• **DATASET**
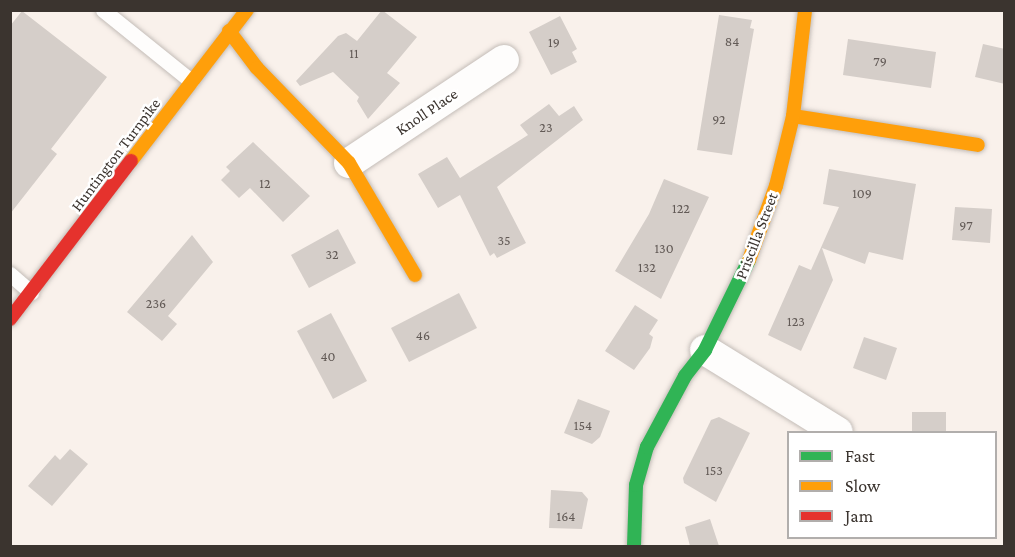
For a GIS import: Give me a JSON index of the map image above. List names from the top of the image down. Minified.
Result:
{"streets":{"street":["Knoll Place","Huntington Turnpike","Priscilla Street"]},"house_numbers":["84","19","11","79","92","23","12","109","122","97","35","130","32","132","236","123","46","40","154","153","164"],"legend":["Fast","Slow","Jam"]}
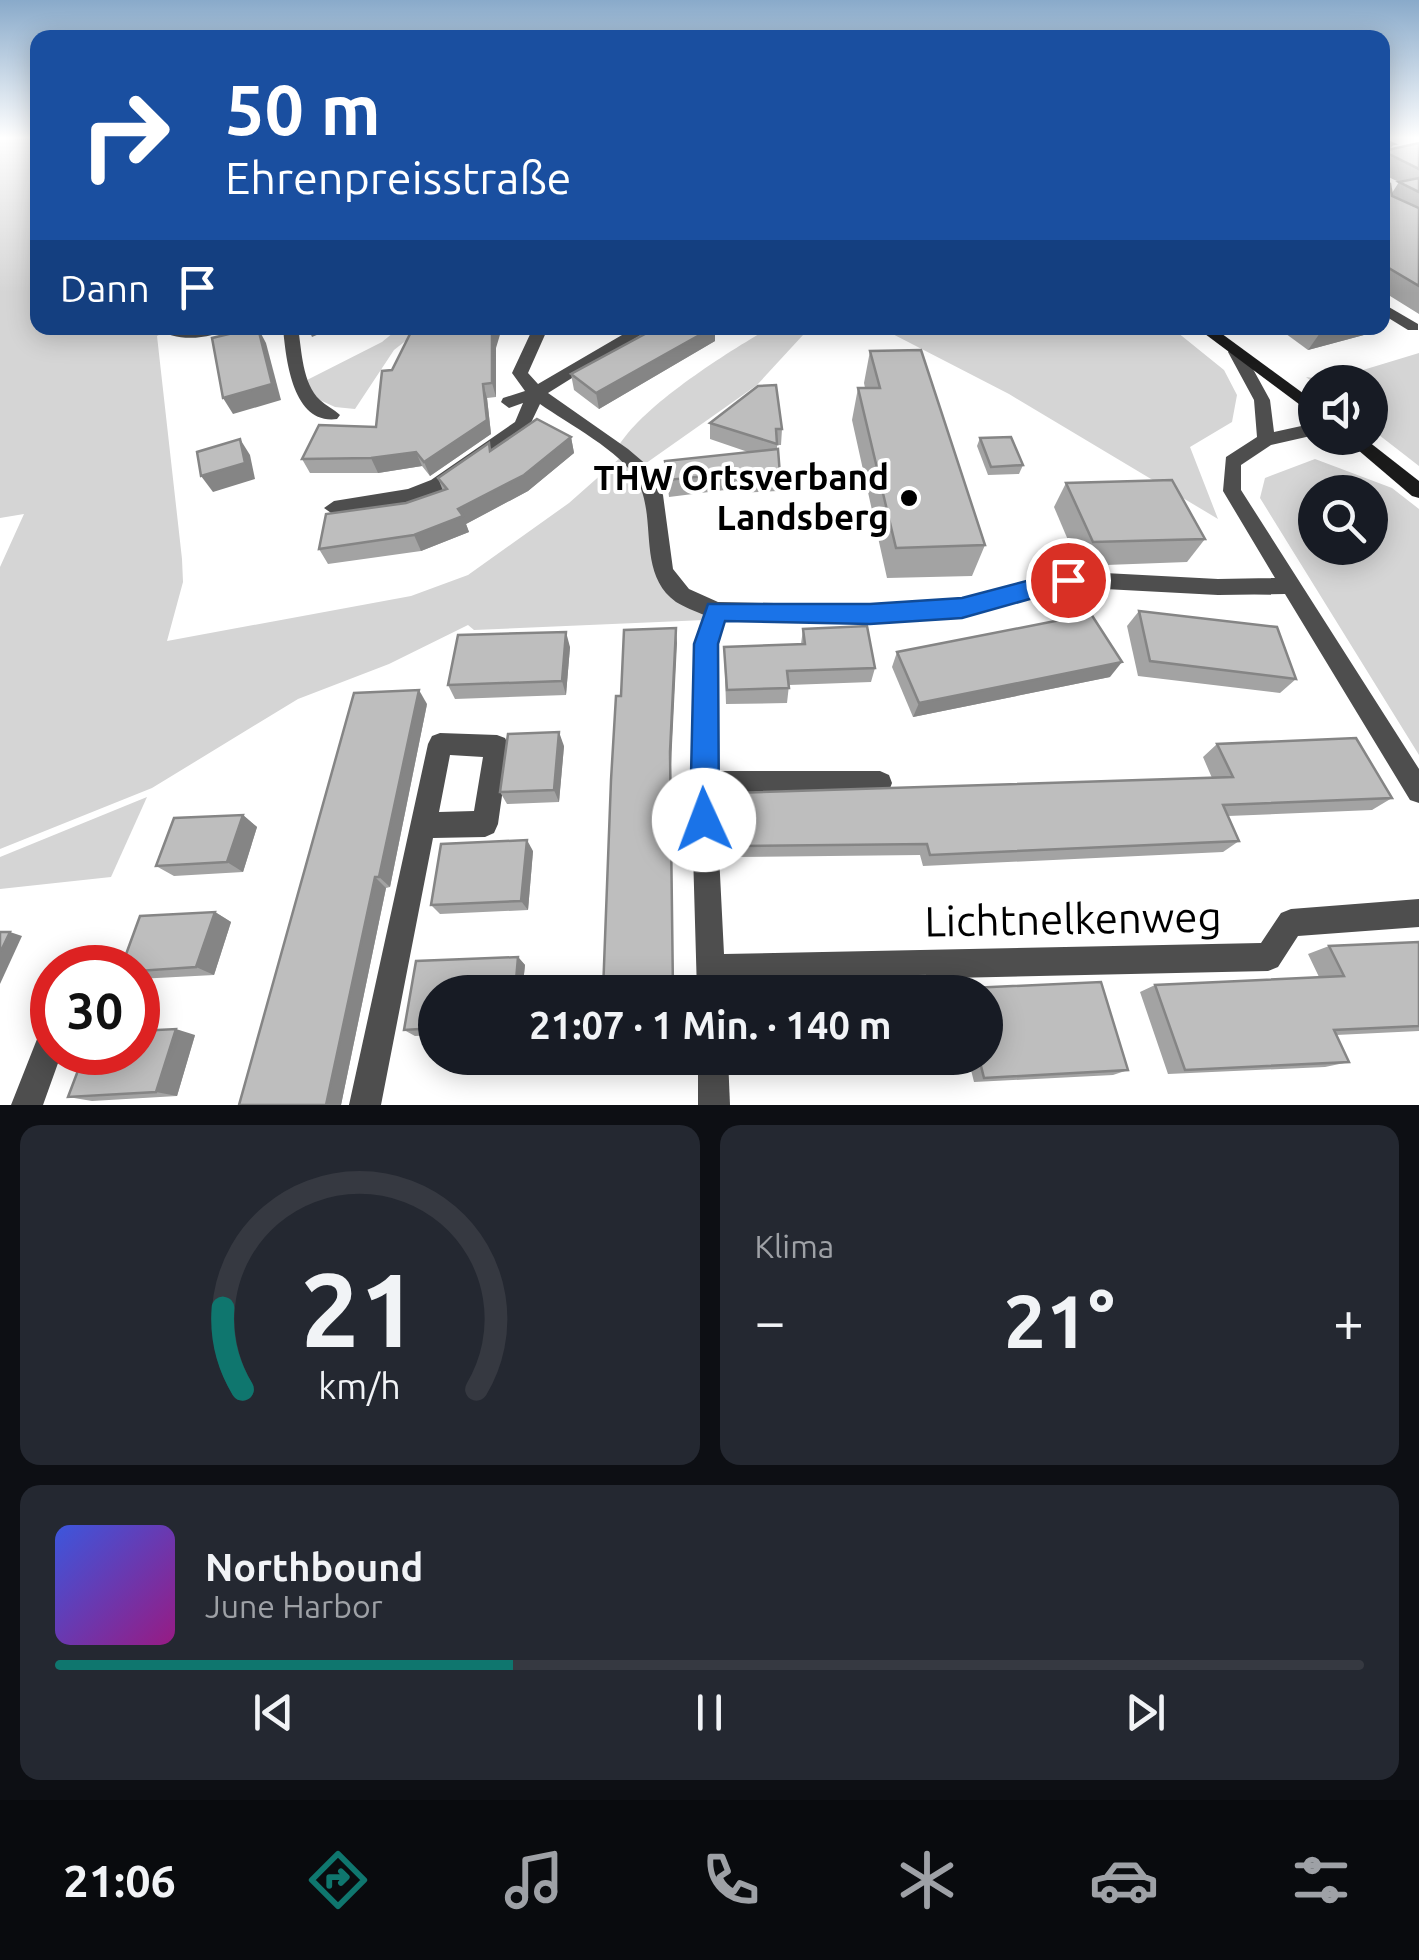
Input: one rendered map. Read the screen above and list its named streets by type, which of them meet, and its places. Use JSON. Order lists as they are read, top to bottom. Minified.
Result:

• **WHAT THIS TASK INVOLVES**
In the listing above, each line with the word "Minified" is to be copied out.

• **WRITTEN ANSWER**
For a GIS import: Give me a JSON index of the map image above. List names from the top of the image down. Minified.
Input: one rendered map. Read the screen above and list its named streets by type, which of them meet, and its places. Use JSON. Order lists as they are read, top to bottom. Minified.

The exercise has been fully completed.